In Mono, the StringBuilder(string val) constructor allocates the capacity to int.MaxValue until an append occurs.

The real answer lies in the method that ends up being called internally in the CLR, where length is the capacity:

[MethodImpl(MethodImplOptions.InternalCall)]
private static extern string FastAllocateString(int length);

I can't find the source for this in the SSCLI however the Mono version (\mono\metadata\object.c) does it like this:

mono_string_new_size (MonoDomain *domain, gint32 len)
{
    MonoString *s;
    MonoVTable *vtable;
    size_t size = (sizeof (MonoString) + ((len + 1) * 2));

...
}

Which is the size in bytes of a MonoString object, plus the length times 2.

Chris S
Where is this information coming from?
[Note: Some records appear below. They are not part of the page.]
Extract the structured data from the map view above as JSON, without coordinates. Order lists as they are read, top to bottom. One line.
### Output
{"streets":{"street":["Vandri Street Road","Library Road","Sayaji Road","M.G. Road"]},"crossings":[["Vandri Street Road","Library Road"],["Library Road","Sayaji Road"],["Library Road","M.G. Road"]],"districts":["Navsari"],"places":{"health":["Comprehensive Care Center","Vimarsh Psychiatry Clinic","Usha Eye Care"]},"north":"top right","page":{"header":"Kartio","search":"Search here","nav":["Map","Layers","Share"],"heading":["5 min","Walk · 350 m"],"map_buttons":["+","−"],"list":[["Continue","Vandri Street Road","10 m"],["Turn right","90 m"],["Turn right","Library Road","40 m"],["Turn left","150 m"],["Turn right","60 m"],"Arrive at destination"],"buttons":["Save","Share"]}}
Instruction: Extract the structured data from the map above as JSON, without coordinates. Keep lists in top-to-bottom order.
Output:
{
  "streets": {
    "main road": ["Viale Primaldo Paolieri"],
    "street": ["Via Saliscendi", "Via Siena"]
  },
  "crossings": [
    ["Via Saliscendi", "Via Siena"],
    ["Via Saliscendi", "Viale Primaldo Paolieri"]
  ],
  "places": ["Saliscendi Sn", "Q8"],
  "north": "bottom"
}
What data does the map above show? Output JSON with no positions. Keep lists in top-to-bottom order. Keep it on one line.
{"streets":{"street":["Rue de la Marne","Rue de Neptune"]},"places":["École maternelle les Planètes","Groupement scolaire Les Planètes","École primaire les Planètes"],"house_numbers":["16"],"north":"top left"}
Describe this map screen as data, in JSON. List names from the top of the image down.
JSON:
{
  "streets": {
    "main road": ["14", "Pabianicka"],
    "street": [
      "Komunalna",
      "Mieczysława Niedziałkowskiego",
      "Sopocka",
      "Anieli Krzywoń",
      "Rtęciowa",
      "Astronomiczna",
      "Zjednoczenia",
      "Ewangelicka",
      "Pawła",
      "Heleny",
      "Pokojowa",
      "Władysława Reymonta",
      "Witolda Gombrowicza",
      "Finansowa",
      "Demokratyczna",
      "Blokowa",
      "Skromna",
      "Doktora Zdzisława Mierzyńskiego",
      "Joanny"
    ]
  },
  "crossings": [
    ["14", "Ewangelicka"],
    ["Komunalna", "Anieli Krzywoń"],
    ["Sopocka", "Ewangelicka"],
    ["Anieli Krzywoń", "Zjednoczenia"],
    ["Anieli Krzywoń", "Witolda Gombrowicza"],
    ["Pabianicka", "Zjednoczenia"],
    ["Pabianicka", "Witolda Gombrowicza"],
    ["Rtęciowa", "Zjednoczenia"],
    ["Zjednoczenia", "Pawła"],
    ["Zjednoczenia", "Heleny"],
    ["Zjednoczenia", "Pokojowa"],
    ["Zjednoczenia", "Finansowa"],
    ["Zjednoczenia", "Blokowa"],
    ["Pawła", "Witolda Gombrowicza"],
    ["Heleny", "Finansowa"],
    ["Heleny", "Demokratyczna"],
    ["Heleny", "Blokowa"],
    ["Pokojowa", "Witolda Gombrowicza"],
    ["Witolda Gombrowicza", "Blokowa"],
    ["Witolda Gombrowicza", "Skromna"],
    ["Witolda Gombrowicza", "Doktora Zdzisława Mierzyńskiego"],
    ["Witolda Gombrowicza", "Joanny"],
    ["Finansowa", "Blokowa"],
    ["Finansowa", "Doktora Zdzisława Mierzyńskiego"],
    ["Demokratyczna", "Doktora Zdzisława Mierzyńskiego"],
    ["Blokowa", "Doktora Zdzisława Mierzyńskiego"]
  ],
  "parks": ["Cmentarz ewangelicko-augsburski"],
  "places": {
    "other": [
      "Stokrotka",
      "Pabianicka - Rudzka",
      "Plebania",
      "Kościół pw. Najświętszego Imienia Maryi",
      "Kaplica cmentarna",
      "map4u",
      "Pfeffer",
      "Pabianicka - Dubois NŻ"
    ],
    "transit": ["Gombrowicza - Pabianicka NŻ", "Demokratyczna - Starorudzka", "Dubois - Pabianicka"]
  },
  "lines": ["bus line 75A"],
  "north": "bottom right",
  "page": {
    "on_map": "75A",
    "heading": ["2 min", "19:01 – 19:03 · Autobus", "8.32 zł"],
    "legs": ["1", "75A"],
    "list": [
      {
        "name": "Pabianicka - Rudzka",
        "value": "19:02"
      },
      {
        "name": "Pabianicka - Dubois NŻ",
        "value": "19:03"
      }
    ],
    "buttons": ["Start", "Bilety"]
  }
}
Are you using Windows, Mono, or...? It seems your findings regarding `StringBuilder`'s initial capacity differ from Damien's (and mine).
Dan Tao
@Dan - a small mistake with 0x10 :)
Chris S
@Chris: The code you've provided is helpful, but conflicts with what you've said! "The constructor uses the length of your string as the capacity" -- this isn't true; that `while` loop doubles `capacity` until `capacity >= length`; therefore it's going to be its starting value (which appears to be 16) times a power of 2.
Dan Tao
It was wrong, I've corrected it but tempted to just hit delete
Chris S
Please don't -- the answer as it is now is extremely informative. It becomes completely clear how this particular implementation works (calls the `string, int, int, int` constructor, which doubles `capacity` (from 16) until it meets/exceeds `length`, which is set to `value.Length`).
Dan Tao